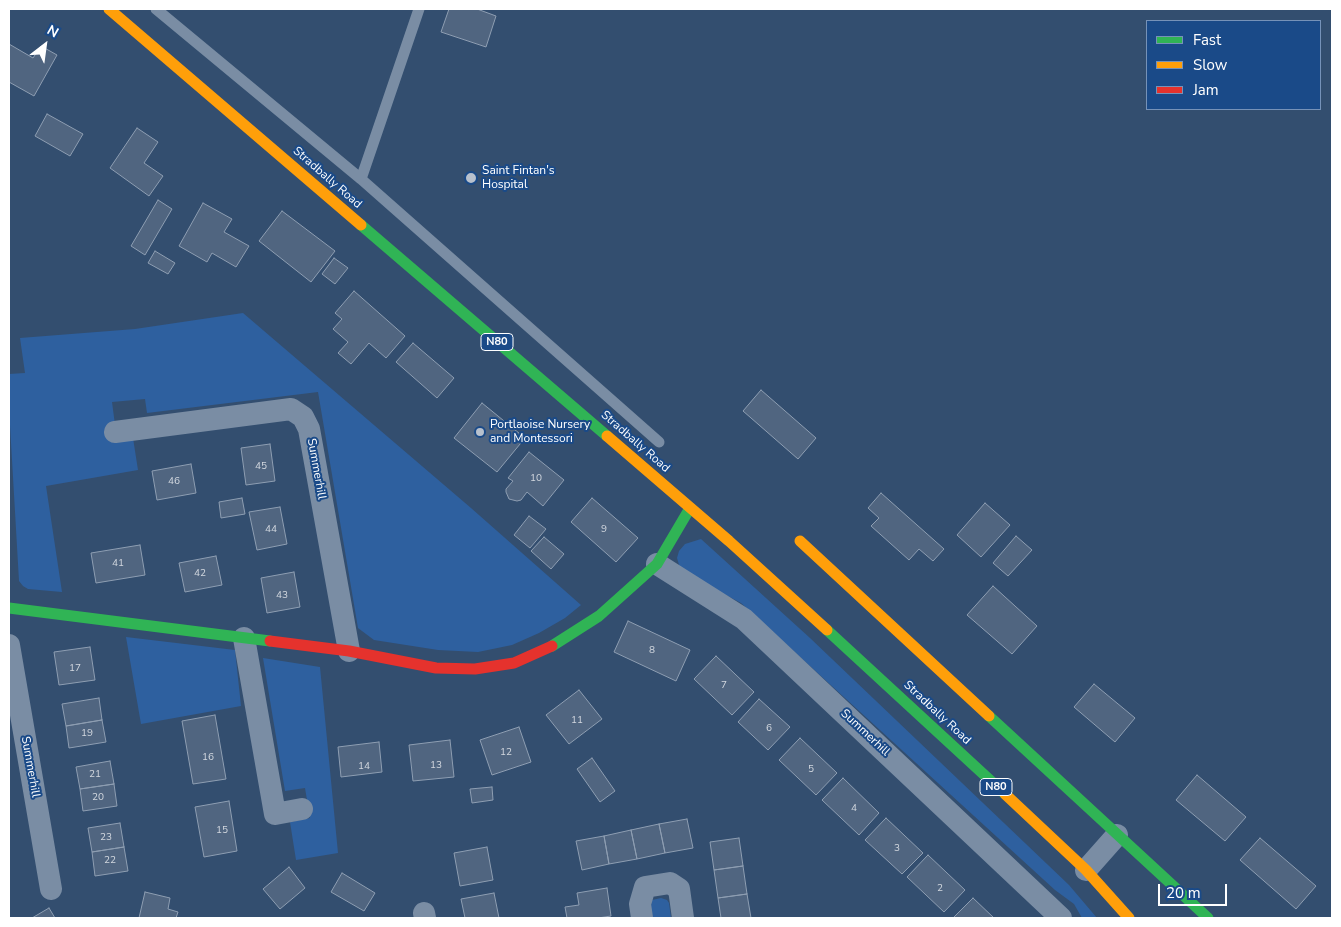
<!DOCTYPE html>
<style>
body{margin:0}
#map{position:relative;width:1341px;height:927px;overflow:hidden;background:#334e6f;font-family:"Nunito Sans",sans-serif}
canvas{display:block}
.frame{position:absolute;inset:0;border:10px solid #fff;pointer-events:none}
.legend{position:absolute;left:1146px;top:20px;width:175px;height:90px;box-sizing:border-box;background:#1a4a88;border:1px solid #7692b8;margin:0;padding:6px 9px;list-style:none;font-size:15px;color:#fff}
.legend li{display:flex;align-items:center;gap:10px;height:25px}
.legend b{width:25px;border:1px solid #7692b8}
.north{position:absolute;left:20px;top:20px;width:50px;height:50px;-webkit-text-stroke:4px #1a4a88;paint-order:stroke;rotate:30deg;font-size:14px;font-weight:700;line-height:20px;text-align:center;color:#fff}
.north::after{content:'';display:block;margin:auto;width:18px;height:22px;background:#fff;clip-path:polygon(50% 0,100% 100%,50% 72%,0 100%)}
.scale{position:absolute;left:1158px;top:884px;width:69px;height:22px;box-sizing:border-box;border:2px solid #fff;border-top:0;padding-left:6px;font-size:15px;line-height:18px;white-space:nowrap;color:#fff;-webkit-text-stroke:4px #1a4a88;paint-order:stroke}
</style>
<div id="map">
<canvas width="1341" height="927"></canvas>
<div class="frame"></div>
<ul class="legend">
<li><b style="height:6px;background:#30b455"></b>Fast</li>
<li><b style="height:6px;background:#ff9f0a"></b>Slow</li>
<li><b style="height:6px;background:#e5322d"></b>Jam</li>
</ul>
<div class="north">N</div>
<div class="scale">20 m</div>
</div>
<script>
const c = document.querySelector('canvas').getContext('2d');
c.lineJoin = 'round';
function fillPath(path, color) {
  c.fillStyle = color;
  c.fill(path, 'evenodd');
}
function toPath(rows) {
  const path = new Path2D();
  for (const r of rows) {
    path.moveTo(r[0], r[1]);
    for (let i = 2; i < r.length; i += 2) path.lineTo(r[i], r[i + 1]);
  }
  return path;
}
function trace(path, color, width, dash) {
  c.strokeStyle = color;
  c.lineWidth = width;
  c.lineCap = dash ? 'butt' : 'round';
  c.setLineDash(dash || []);
  c.stroke(path);
}
function write(font, color, halo, rows, align = 'center') {
  c.font = font + ' "Nunito Sans",sans-serif';
  c.lineWidth = 4;
  c.setLineDash([]);
  c.textBaseline = 'middle';
  c.strokeStyle = halo;
  c.fillStyle = color;
  for (const [text, x, y, turn = 0] of rows) {
    c.save();
    c.translate(x, y);
    c.rotate((+turn || 0) * Math.PI / 180);
    c.textAlign = isNaN(turn) ? turn : align;
    if (halo) c.strokeText(text, 0, 0);
    c.fillText(text, 0, 0);
    c.restore();
  }
}
fillPath(toPath([
 [243,313,471,508,581,605,565,618,539,633,512,645,478,652,438,650,374,640,358,628,318,392,147,413,145,399,112,402,117,440,133,438,138,470,46,486,62,592,28,589,23,586,19,581,9,408,9,374,25,373,20,338,135,329],
 [701,539,810,638,1069,885,1097,918,1082,918,1074,904,1055,890,741,603,686,574,680,568,677,558,679,551,685,544],
 [126,637,235,650,241,706,141,724],
 [263,658,320,667,338,853,296,860,290,822,310,818,305,788,285,791],
 [661,898,667,900,669,903,671,918,649,918,652,900]
]), '#2e609f');
const building = toPath([
 [449,9,477,9,496,16,486,47,441,32,449,9],
 [9,44,33,58,41,46,57,55,34,96,9,82,9,44],
 [47,114,83,134,70,156,35,136,47,114],
 [137,128,158,142,144,163,163,176,149,196,110,168,137,128],
 [158,200,172,209,145,255,131,246,158,200],
 [203,203,232,219,224,232,249,246,236,267,212,253,207,262,179,246,203,203],
 [282,211,335,251,311,282,259,241,282,211],
 [155,251,175,263,168,274,148,263,155,251],
 [334,258,348,268,335,284,322,274,334,258],
 [354,291,405,336,386,358,369,343,351,364,338,353,348,342,333,329,342,319,335,313,354,291],
 [413,343,454,378,437,398,396,362,413,343],
 [761,390,816,438,798,459,743,411,761,390],
 [482,403,525,438,497,472,454,438,482,403],
 [270,444,275,481,246,485,241,448,270,444],
 [529,452,564,480,543,506,527,492,521,500,517,501,509,499,506,492,506,489,513,481,508,478,529,452],
 [191,464,196,493,157,500,152,471,191,464],
 [881,493,944,549,933,561,919,549,909,560,871,526,879,518,868,508,881,493],
 [242,498,245,514,221,518,219,502,242,498],
 [592,498,638,538,616,562,571,522,592,498],
 [985,503,1010,525,981,557,957,535,985,503],
 [280,507,287,544,257,550,249,512,280,507],
 [529,516,546,529,530,548,514,535,529,516],
 [1016,536,1032,550,1008,576,993,563,1016,536],
 [544,537,564,554,551,569,531,551,544,537],
 [140,545,145,575,96,583,91,553,140,545],
 [216,556,222,585,185,592,179,563,216,556],
 [294,572,300,607,267,613,261,578,294,572],
 [993,586,1037,626,1012,654,967,615,993,586],
 [628,621,690,650,676,681,614,652,628,621],
 [90,647,95,680,59,685,54,652,90,647],
 [716,656,754,692,732,715,694,679,716,656],
 [1094,684,1135,718,1115,742,1074,707,1094,684],
 [579,690,602,719,569,744,546,715,579,690],
 [99,698,102,720,66,726,62,704,99,698],
 [759,699,790,727,768,750,738,722,759,699],
 [215,715,226,779,193,784,182,721,215,715],
 [102,720,106,742,69,748,66,726,102,720],
 [519,727,531,762,492,775,480,740,519,727],
 [800,738,837,773,816,795,779,760,800,738],
 [450,740,454,777,413,781,409,745,450,740],
 [379,742,382,772,341,777,338,747,379,742],
 [592,758,615,791,600,802,577,769,592,758],
 [110,761,114,784,80,789,76,767,110,761],
 [1197,775,1246,817,1225,841,1176,800,1197,775],
 [843,778,879,813,859,835,822,800,843,778],
 [114,784,117,806,83,811,80,789,114,784],
 [492,787,493,800,472,803,470,789,492,787],
 [229,801,237,851,204,857,195,807,229,801],
 [886,818,923,853,902,874,865,840,886,818],
 [687,819,693,848,665,853,659,824,687,819],
 [120,823,124,847,92,852,88,828,120,823],
 [659,824,665,853,637,859,631,830,659,824],
 [631,830,637,859,609,864,604,836,631,830],
 [604,836,609,864,582,870,576,841,604,836],
 [739,838,743,866,714,870,710,842,739,838],
 [1260,838,1316,886,1296,909,1240,860,1260,838],
 [124,847,128,871,95,876,92,852,124,847],
 [487,847,493,880,460,886,454,853,487,847],
 [928,855,965,890,944,912,907,877,928,855],
 [743,866,747,894,718,898,714,870,743,866],
 [289,867,305,888,280,909,263,889,289,867],
 [342,873,375,893,364,911,331,892,342,873],
 [607,888,611,916,598,918,567,918,565,907,579,905,577,893,607,888],
 [145,892,170,898,168,909,178,912,176,918,139,918,145,892],
 [494,893,499,918,465,918,461,899,494,893],
 [747,894,751,918,721,918,718,898,747,894],
 [973,898,994,918,953,918,973,898],
 [49,908,55,918,32,918,49,908]
]);
fillPath(building, '#506580');
trace(building, '#8e9eb2', 1);
trace(toPath([
 [156,9,361,179,419,9],
 [361,179,659,442]
]), '#7a8da4', 11);
trace(toPath([
 [115,432,291,409,303,417,309,429,349,651],
 [657,564,744,619,1061,918],
 [244,638,275,814,302,809],
 [9,645,51,889],
 [1086,870,1117,835],
 [424,913,425,918],
 [642,918,640,904,645,887,670,883,679,889,683,918]
]), '#7a8da4', 22);
trace(toPath([
 [361,225,607,436],
 [9,608,270,641],
 [827,630,1005,794],
 [552,646,599,616,657,564,690,508],
 [989,716,1208,918]
]), '#30b455', 11);
trace(toPath([
 [109,9,361,225],
 [607,436,729,541,827,630],
 [800,541,989,716],
 [1005,794,1086,870,1129,918]
]), '#ff9f0a', 11);
trace(toPath([
 [270,641,349,651,436,668,475,669,514,663,552,646]
]), '#e5322d', 11);
for (const [x, y, r, color] of [
 [471,178,6,"#b8c1cd"],
 [480,432,5,"#b8c1cd"]
]) {
  const dot = new Path2D();
  dot.arc(x, y, r, 0, 2 * Math.PI);
  c.fillStyle = color;
  c.fill(dot);
  trace(dot, '#1a4a88', 2);
}
write('10px', '#d3d8df', null, [
 ["45",261,467],
 ["10",536,479],
 ["46",174,482],
 ["44",271,530],
 ["9",604,530],
 ["41",118,564],
 ["42",200,574],
 ["43",282,596],
 ["8",652,651],
 ["17",75,669],
 ["7",724,686],
 ["11",577,721],
 ["6",769,729],
 ["19",87,734],
 ["12",506,753],
 ["16",208,758],
 ["13",436,766],
 ["14",364,767],
 ["5",811,770],
 ["21",95,775],
 ["20",98,798],
 ["4",854,809],
 ["15",222,831],
 ["23",106,838],
 ["3",897,849],
 ["22",110,861],
 ["2",940,889]
]);
for (const [x, y, w] of [
 [497,342,32],
 [996,787,32]
]) {
  const box = new Path2D();
  box.roundRect(x - w / 2, y - 8.5, w, 17, 4);
  c.fillStyle = '#1a4a88';
  c.fill(box);
  trace(box, '#fff', 1);
}
write('bold 11px', '#fff', null, [
 ["N80",497,342],
 ["N80",996,787]
]);
write('12px', '#fff', '#1a4a88', [
 ["Saint Fintan's",482,171],
 ["Hospital",482,185],
 ["Portlaoise Nursery",490,425],
 ["and Montessori",490,439]
], 'left');
write('12px', '#fff', '#1a4a88', [
 ["Stradbally Road",327,178,41],
 ["Stradbally Road",635,442,41],
 ["Summerhill",316,469,80],
 ["Stradbally Road",937,713,43],
 ["Summerhill",865,733,43],
 ["Summerhill",30,767,80]
]);
</script>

* WHAT YOU SHOULD DO *
Whenever the string "Stradbally" shows up in a line of the records, that line counts; state how many lines count, and only that.

* RESPONSE *
3